● Task to complete: Pull every line with "проезд" from the data.

::::

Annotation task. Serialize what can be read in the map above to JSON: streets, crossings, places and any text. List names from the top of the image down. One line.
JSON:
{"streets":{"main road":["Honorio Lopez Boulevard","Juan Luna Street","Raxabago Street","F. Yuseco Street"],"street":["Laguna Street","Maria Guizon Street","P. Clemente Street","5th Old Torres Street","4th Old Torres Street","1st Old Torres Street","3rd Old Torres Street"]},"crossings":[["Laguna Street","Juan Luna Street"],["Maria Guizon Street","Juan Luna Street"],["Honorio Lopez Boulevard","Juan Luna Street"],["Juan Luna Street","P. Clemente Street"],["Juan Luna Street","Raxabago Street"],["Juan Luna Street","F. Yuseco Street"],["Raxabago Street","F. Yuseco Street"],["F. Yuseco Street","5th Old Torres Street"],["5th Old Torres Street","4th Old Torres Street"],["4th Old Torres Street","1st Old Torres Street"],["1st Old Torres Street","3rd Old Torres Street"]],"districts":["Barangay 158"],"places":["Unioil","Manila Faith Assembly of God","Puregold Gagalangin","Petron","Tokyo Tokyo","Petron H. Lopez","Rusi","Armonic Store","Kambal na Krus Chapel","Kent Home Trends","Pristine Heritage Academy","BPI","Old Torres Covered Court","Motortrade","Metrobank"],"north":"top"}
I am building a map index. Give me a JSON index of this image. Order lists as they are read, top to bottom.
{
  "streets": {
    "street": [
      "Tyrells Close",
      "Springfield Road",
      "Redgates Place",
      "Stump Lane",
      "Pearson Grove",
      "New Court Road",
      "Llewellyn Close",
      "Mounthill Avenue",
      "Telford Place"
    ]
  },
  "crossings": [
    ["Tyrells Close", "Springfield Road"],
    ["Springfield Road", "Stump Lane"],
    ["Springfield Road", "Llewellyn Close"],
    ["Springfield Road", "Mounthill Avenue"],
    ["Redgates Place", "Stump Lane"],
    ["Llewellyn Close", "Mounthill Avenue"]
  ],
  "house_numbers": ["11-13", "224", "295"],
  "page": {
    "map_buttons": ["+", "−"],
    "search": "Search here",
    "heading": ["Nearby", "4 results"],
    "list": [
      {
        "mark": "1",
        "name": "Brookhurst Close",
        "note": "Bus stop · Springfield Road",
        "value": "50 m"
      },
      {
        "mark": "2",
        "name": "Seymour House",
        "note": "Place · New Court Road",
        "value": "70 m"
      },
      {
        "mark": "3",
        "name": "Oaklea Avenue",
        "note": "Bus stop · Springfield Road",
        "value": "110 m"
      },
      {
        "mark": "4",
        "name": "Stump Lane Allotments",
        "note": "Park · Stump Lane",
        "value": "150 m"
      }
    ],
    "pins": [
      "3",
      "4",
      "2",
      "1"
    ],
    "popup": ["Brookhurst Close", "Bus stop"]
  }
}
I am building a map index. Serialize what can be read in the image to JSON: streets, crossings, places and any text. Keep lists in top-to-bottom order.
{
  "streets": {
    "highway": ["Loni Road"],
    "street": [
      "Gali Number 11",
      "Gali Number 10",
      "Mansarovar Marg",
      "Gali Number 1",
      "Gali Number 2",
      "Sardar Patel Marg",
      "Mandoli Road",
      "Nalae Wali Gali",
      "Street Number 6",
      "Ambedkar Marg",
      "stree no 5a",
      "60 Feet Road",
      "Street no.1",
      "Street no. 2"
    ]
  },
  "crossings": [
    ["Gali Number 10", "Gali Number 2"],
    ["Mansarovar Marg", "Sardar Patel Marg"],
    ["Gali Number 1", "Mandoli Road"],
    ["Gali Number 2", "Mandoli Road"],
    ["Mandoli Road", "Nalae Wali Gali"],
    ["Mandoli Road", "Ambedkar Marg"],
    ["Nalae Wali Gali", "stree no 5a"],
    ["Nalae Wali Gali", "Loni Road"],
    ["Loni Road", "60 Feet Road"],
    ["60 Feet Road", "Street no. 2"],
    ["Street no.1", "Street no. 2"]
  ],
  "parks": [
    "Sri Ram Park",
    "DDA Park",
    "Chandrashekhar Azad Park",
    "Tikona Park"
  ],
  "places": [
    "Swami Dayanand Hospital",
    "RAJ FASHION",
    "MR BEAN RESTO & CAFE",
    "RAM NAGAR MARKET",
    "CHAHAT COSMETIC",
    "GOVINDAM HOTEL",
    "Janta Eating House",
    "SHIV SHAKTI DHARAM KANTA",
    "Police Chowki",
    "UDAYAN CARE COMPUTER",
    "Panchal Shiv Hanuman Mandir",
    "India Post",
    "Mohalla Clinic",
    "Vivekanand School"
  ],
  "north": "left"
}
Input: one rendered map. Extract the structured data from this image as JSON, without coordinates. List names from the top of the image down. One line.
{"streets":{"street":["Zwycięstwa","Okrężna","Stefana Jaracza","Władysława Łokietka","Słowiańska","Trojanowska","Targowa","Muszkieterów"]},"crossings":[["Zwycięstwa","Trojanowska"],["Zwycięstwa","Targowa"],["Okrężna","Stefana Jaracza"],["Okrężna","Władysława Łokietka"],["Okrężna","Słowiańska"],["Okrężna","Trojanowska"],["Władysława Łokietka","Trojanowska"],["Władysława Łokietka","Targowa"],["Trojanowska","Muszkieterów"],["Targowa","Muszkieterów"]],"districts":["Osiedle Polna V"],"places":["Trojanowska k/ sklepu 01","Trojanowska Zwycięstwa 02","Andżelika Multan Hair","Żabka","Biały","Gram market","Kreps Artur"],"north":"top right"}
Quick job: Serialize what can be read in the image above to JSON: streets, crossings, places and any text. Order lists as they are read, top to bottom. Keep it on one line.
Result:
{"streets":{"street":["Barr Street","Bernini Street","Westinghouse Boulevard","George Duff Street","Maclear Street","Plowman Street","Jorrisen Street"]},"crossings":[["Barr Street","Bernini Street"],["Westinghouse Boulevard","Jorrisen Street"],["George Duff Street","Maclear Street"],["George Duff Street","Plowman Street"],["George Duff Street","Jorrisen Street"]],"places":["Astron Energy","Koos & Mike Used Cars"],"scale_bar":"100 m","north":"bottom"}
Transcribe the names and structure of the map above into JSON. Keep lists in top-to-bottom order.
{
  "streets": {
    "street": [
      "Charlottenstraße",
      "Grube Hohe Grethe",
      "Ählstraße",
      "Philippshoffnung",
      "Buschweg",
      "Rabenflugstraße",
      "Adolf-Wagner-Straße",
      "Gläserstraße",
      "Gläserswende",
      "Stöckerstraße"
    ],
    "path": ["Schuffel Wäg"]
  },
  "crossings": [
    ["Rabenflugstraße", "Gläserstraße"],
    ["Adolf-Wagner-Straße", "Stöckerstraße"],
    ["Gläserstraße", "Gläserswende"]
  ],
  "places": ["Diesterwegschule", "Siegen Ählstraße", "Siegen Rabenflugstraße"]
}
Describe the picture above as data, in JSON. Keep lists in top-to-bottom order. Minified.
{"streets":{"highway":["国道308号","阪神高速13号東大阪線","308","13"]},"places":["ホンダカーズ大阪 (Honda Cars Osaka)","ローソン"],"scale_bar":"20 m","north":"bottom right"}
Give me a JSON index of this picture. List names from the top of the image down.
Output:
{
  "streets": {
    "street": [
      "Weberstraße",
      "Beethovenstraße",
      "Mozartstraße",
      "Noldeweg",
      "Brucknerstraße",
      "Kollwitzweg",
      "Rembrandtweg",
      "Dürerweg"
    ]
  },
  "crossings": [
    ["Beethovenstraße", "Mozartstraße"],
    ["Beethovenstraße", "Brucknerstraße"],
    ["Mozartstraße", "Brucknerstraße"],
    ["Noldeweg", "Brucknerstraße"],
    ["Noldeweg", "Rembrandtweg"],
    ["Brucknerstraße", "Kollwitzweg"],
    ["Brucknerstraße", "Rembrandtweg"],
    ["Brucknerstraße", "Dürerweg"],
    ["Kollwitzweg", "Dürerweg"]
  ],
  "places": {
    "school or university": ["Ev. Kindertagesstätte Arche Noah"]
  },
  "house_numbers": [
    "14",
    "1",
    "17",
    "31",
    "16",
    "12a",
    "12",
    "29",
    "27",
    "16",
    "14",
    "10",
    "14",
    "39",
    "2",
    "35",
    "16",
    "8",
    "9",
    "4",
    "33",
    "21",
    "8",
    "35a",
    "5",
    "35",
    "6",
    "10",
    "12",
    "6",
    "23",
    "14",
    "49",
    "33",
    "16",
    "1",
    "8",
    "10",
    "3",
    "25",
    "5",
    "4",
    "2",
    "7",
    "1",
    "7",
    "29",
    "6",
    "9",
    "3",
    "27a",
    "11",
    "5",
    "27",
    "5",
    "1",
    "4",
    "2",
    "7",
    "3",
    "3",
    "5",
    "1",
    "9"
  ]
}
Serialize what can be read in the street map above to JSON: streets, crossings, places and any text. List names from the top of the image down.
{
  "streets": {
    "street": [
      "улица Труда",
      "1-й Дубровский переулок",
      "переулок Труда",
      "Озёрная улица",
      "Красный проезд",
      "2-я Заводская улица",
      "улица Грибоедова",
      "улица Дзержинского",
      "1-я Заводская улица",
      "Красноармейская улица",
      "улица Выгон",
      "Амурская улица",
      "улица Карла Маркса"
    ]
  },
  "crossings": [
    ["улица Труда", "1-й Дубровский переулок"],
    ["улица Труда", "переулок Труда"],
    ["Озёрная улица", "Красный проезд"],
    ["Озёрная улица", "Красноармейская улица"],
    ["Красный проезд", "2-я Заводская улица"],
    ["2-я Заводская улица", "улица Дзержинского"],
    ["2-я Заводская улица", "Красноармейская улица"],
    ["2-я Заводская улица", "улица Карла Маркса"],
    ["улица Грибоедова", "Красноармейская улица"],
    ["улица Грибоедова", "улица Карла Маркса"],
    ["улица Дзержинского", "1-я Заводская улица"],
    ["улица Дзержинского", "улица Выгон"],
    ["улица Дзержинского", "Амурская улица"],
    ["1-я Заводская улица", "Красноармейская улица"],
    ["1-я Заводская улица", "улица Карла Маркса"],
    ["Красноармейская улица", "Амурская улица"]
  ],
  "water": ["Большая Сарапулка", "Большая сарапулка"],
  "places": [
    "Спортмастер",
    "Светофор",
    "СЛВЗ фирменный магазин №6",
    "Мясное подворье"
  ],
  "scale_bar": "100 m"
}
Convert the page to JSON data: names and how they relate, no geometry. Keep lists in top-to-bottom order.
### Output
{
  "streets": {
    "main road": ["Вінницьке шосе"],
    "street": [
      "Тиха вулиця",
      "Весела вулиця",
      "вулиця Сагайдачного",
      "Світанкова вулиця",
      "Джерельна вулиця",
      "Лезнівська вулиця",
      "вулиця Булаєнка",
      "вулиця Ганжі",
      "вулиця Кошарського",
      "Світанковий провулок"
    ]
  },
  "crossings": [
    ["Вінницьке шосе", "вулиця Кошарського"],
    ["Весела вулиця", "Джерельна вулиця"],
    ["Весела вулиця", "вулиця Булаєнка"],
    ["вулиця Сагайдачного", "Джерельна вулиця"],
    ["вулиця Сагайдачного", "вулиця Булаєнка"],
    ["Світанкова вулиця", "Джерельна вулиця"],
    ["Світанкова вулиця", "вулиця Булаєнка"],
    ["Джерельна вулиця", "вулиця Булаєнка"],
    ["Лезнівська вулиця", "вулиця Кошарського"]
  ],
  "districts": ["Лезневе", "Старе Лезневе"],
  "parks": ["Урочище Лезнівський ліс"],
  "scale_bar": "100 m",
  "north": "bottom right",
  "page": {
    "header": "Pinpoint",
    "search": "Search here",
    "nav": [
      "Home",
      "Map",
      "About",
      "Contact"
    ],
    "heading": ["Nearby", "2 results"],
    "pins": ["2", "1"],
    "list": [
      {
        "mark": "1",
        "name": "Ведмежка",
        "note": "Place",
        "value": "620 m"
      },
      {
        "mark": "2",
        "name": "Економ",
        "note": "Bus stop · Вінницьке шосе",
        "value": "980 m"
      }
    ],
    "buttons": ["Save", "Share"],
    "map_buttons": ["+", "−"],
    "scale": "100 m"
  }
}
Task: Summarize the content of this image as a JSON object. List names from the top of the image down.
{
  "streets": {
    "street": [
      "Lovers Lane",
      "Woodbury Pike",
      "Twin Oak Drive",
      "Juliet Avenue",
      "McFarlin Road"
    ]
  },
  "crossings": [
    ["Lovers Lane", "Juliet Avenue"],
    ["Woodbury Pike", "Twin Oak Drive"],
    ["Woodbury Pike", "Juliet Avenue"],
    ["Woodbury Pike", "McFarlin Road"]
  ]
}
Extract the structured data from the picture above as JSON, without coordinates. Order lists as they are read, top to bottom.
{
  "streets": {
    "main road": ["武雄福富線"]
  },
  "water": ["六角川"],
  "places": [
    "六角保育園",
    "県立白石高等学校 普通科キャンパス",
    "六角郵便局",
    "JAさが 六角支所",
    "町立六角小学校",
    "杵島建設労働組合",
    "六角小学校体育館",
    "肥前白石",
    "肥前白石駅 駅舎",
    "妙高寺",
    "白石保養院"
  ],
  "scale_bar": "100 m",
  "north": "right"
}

::::

● Solution:
      "Красный проезд",
    ["Озёрная улица", "Красный проезд"],
    ["Красный проезд", "2-я Заводская улица"],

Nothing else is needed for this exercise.